§ **Task instructions**:
What lines of the data include the string "they"? Copy them all.

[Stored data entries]
※

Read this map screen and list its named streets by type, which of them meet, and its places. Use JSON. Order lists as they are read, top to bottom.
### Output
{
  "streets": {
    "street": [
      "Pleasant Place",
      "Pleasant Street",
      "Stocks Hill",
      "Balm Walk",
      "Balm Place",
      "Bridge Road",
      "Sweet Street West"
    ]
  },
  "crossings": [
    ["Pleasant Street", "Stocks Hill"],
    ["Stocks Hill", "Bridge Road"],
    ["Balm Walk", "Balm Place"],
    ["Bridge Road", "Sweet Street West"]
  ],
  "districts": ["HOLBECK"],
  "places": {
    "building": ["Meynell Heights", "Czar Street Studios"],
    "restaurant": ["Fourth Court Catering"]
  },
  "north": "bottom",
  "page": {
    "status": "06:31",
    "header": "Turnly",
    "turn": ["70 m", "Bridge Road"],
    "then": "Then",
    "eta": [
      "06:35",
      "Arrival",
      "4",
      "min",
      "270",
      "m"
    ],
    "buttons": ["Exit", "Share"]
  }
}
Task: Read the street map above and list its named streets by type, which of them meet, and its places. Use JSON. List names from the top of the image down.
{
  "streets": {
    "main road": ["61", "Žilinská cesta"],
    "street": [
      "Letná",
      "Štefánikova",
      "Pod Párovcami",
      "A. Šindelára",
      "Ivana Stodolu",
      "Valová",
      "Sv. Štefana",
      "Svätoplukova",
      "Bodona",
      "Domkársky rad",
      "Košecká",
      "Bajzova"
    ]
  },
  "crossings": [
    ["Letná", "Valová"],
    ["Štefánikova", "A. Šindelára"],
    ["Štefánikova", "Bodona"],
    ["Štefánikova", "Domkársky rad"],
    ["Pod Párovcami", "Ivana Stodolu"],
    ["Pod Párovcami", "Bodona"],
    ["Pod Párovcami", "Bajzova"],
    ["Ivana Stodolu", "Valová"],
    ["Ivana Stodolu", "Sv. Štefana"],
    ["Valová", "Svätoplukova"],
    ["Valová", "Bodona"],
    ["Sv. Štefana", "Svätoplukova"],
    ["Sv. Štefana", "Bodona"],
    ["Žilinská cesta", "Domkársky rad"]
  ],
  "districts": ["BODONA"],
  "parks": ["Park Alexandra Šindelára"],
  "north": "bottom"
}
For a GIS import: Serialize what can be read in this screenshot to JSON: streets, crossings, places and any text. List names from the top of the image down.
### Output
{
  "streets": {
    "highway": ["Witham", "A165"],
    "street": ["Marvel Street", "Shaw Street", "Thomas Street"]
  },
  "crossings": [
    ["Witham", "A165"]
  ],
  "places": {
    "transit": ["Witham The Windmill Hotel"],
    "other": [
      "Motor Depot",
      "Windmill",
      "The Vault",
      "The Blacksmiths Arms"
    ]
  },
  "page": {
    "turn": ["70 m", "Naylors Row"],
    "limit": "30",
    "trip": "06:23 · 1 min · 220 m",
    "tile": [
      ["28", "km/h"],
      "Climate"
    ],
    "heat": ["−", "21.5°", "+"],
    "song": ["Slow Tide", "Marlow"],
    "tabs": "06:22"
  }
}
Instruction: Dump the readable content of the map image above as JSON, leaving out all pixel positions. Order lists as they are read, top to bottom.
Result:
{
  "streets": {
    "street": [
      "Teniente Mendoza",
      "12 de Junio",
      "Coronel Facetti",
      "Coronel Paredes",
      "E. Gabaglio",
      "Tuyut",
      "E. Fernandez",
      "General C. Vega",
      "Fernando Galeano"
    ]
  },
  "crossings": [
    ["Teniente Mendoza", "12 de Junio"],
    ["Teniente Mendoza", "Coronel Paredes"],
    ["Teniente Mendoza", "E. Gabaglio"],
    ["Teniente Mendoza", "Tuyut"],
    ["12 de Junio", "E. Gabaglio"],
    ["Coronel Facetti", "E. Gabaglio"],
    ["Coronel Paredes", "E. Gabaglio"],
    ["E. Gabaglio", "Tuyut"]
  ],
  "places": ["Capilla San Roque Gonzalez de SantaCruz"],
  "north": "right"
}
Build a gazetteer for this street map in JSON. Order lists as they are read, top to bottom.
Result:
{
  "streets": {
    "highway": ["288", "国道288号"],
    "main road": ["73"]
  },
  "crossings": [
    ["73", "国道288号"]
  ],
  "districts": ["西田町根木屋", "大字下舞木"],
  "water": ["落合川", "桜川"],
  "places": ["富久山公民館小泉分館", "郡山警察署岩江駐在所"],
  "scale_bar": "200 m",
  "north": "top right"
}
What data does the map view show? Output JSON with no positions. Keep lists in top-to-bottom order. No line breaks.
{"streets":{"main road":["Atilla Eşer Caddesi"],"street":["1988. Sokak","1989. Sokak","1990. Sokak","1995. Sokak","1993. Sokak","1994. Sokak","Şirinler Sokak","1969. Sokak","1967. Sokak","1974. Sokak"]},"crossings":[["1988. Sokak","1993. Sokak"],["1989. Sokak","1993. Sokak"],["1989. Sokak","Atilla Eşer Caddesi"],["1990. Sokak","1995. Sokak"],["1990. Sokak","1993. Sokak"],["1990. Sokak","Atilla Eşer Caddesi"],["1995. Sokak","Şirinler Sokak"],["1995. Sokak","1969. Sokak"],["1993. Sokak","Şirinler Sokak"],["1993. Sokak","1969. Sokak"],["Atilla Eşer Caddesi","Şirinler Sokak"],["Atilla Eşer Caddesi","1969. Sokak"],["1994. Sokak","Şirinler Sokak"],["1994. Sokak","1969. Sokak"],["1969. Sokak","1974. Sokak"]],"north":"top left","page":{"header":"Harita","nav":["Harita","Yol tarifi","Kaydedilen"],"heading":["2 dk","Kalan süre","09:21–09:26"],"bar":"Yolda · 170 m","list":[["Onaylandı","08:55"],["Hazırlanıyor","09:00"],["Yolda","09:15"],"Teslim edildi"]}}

※

§ **Your response**:
Read this map screen and list its named streets by type, which of them meet, and its places. Use JSON. Order lists as they are read, top to bottom.
Instruction: Dump the readable content of the map image above as JSON, leaving out all pixel positions. Order lists as they are read, top to bottom.
Build a gazetteer for this street map in JSON. Order lists as they are read, top to bottom.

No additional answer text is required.